=== EXERCISE DETAILS ===
Only the pictures should be left out; write out all other data exactly.

=== INFORMATION PROVIDED ===

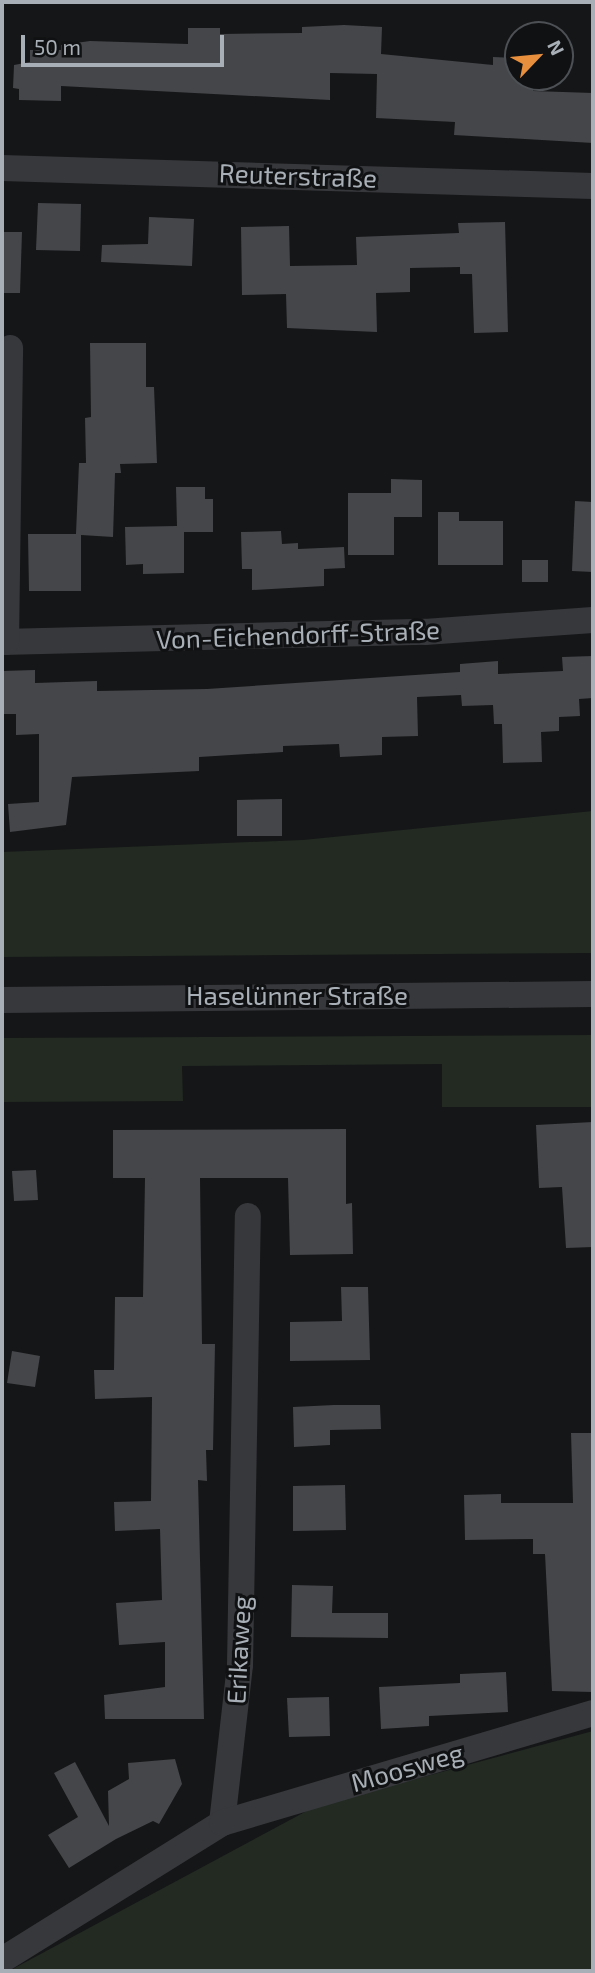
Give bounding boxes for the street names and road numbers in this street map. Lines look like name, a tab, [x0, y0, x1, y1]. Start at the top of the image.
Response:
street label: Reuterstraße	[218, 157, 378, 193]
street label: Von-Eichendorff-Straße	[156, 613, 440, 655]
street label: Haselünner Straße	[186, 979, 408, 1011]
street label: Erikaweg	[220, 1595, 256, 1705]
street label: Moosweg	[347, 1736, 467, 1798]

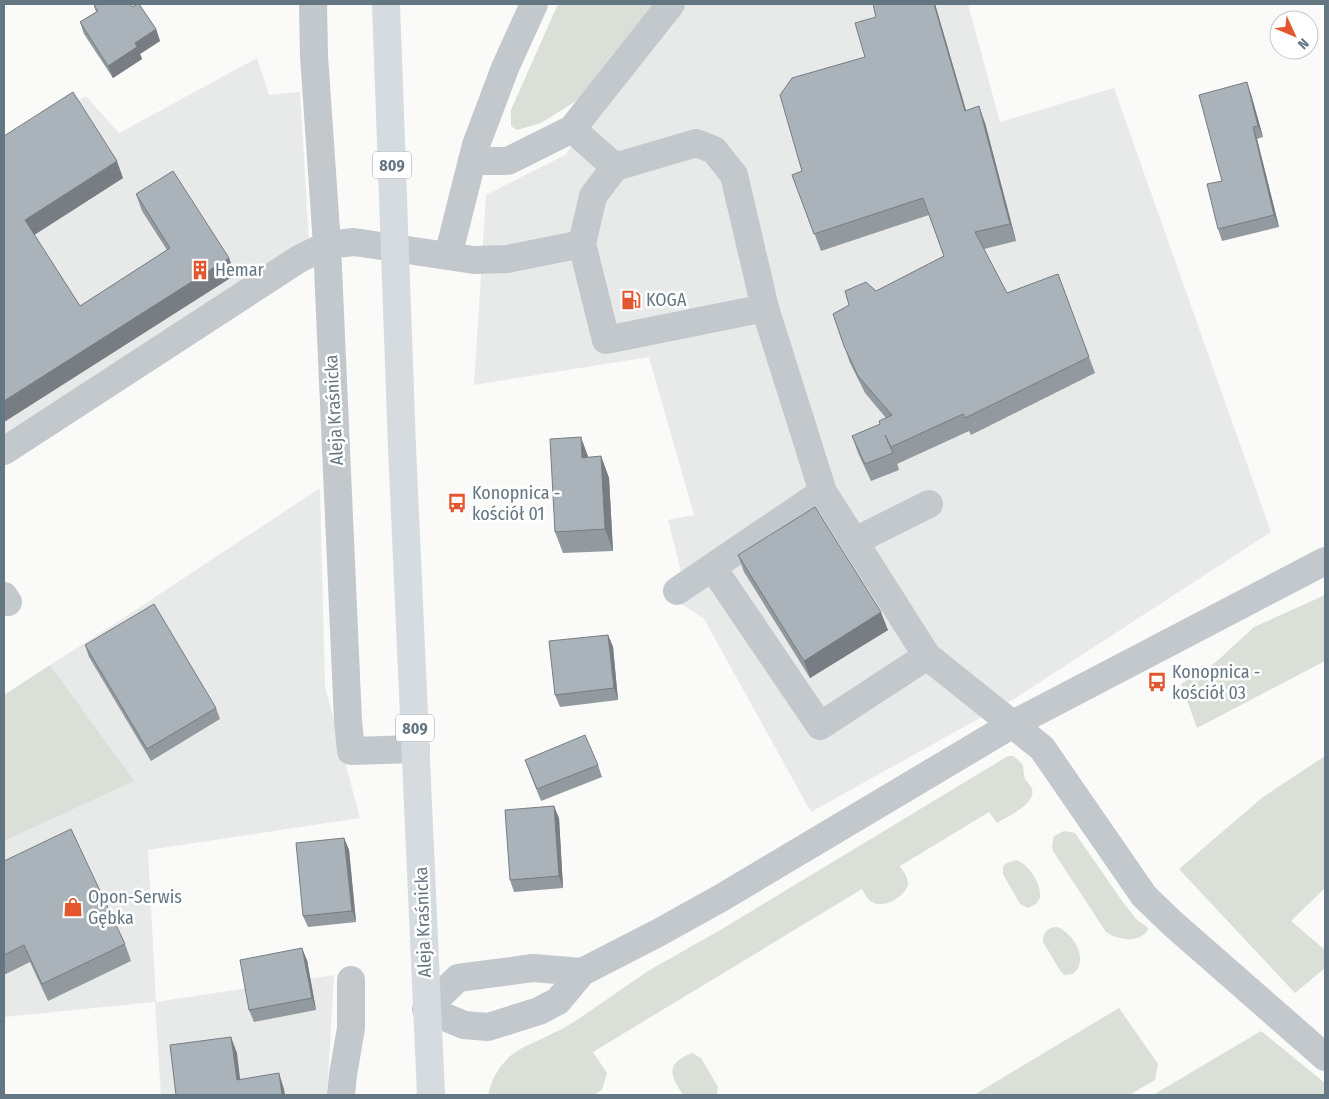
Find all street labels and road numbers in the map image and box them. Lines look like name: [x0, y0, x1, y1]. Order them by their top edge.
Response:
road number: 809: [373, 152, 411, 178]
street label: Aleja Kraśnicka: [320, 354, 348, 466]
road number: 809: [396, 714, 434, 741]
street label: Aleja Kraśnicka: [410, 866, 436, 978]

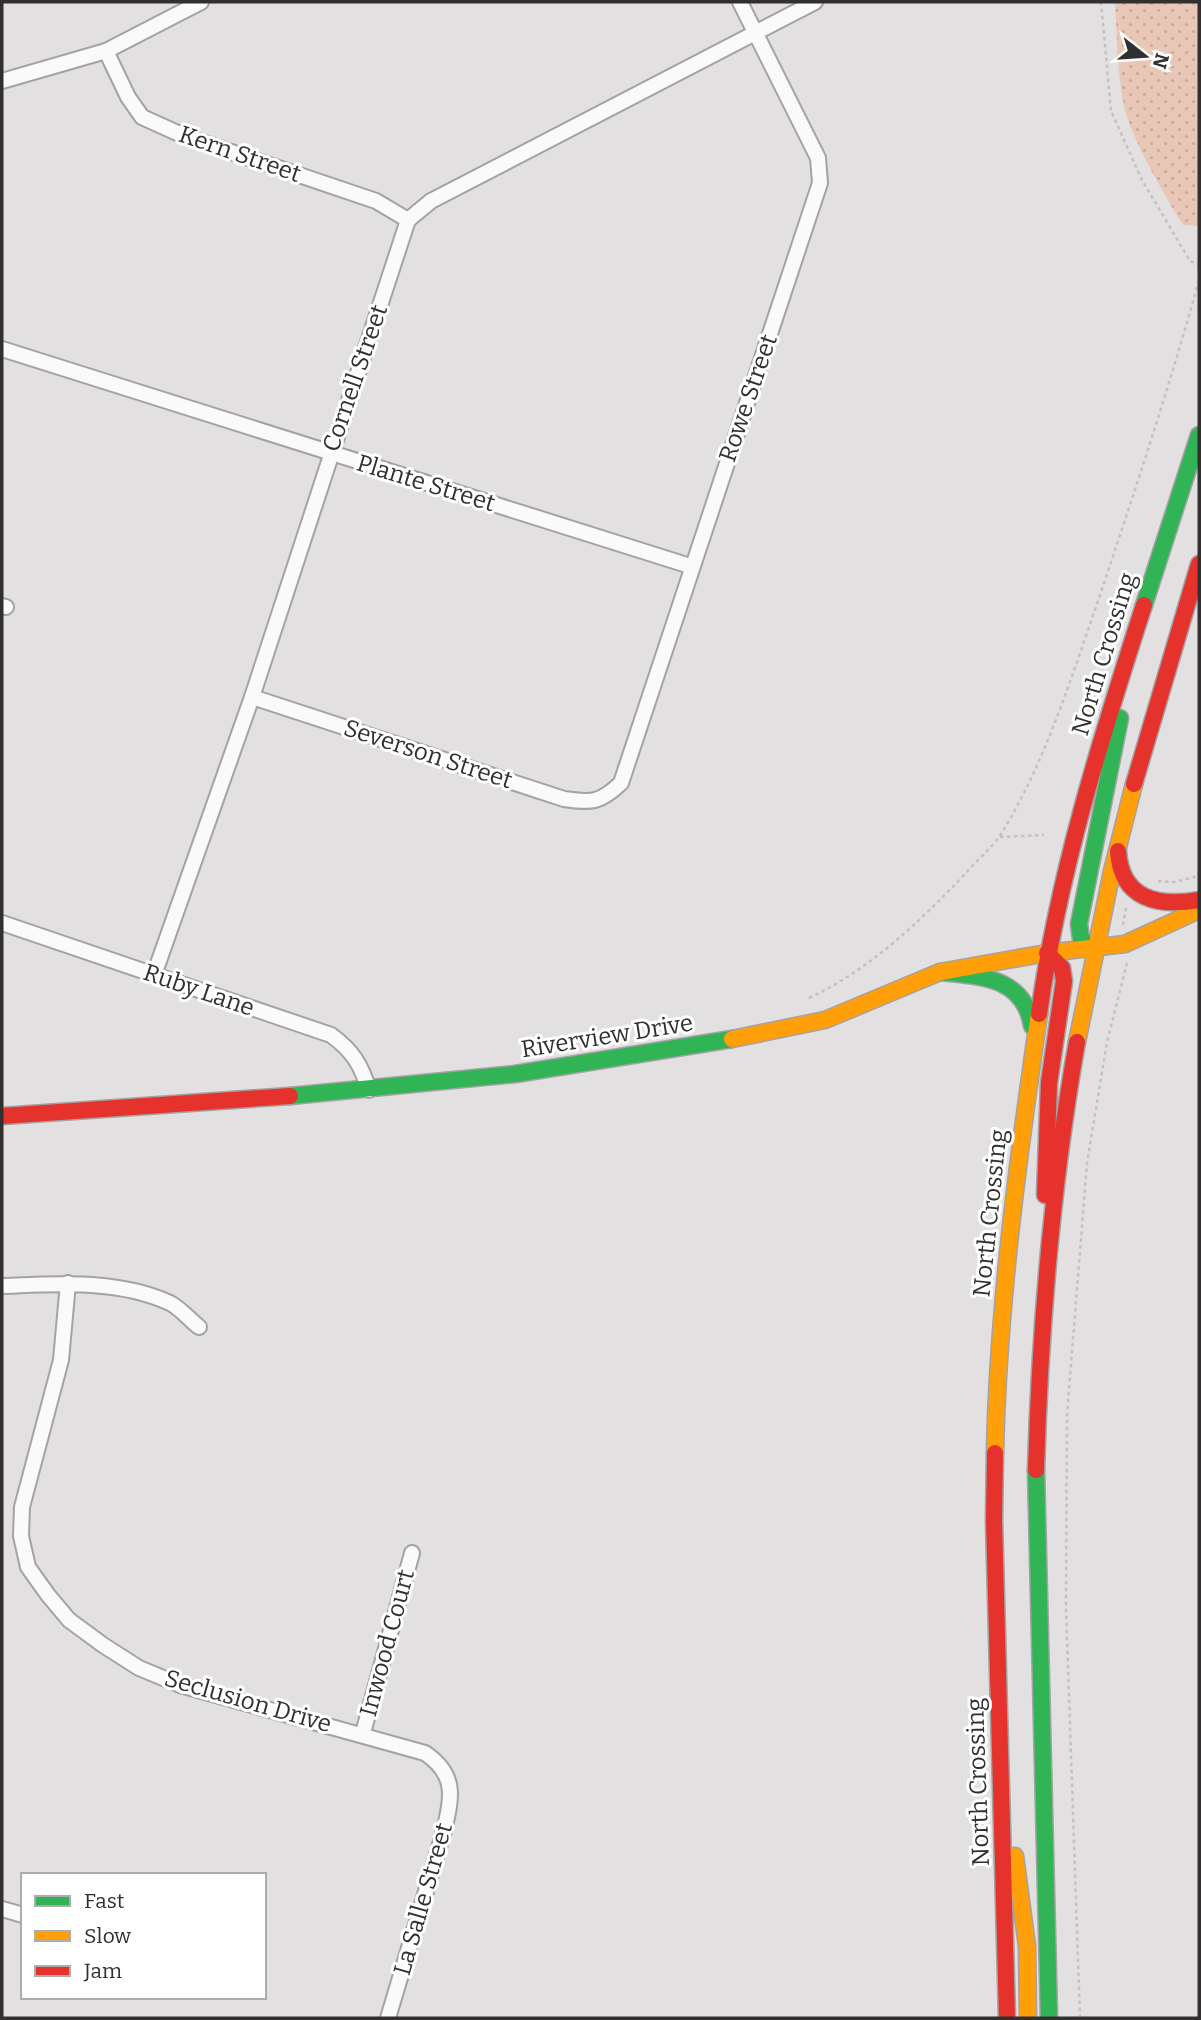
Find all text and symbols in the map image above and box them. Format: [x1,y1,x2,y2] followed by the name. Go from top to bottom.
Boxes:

=== EXERCISE RESPONSE ===
Give bounding boxes for the street names and road numbers in this street map. Lines look like name, a tab, [x0, y0, x1, y1]. Start at the top of the image.
Response:
street label: Reuterstraße	[218, 157, 378, 193]
street label: Von-Eichendorff-Straße	[156, 613, 440, 655]
street label: Haselünner Straße	[186, 979, 408, 1011]
street label: Erikaweg	[220, 1595, 256, 1705]
street label: Moosweg	[347, 1736, 467, 1798]

Find all street labels and road numbers in the map image and box them. Lines look like name: [x0, y0, x1, y1]. Order them by their top edge.
Response:
road number: 809: [373, 152, 411, 178]
street label: Aleja Kraśnicka: [320, 354, 348, 466]
road number: 809: [396, 714, 434, 741]
street label: Aleja Kraśnicka: [410, 866, 436, 978]

Find all text and symbols in the map image above and box them. Format: [x1,y1,x2,y2] followed by the name. Go from top to bottom.
Boxes:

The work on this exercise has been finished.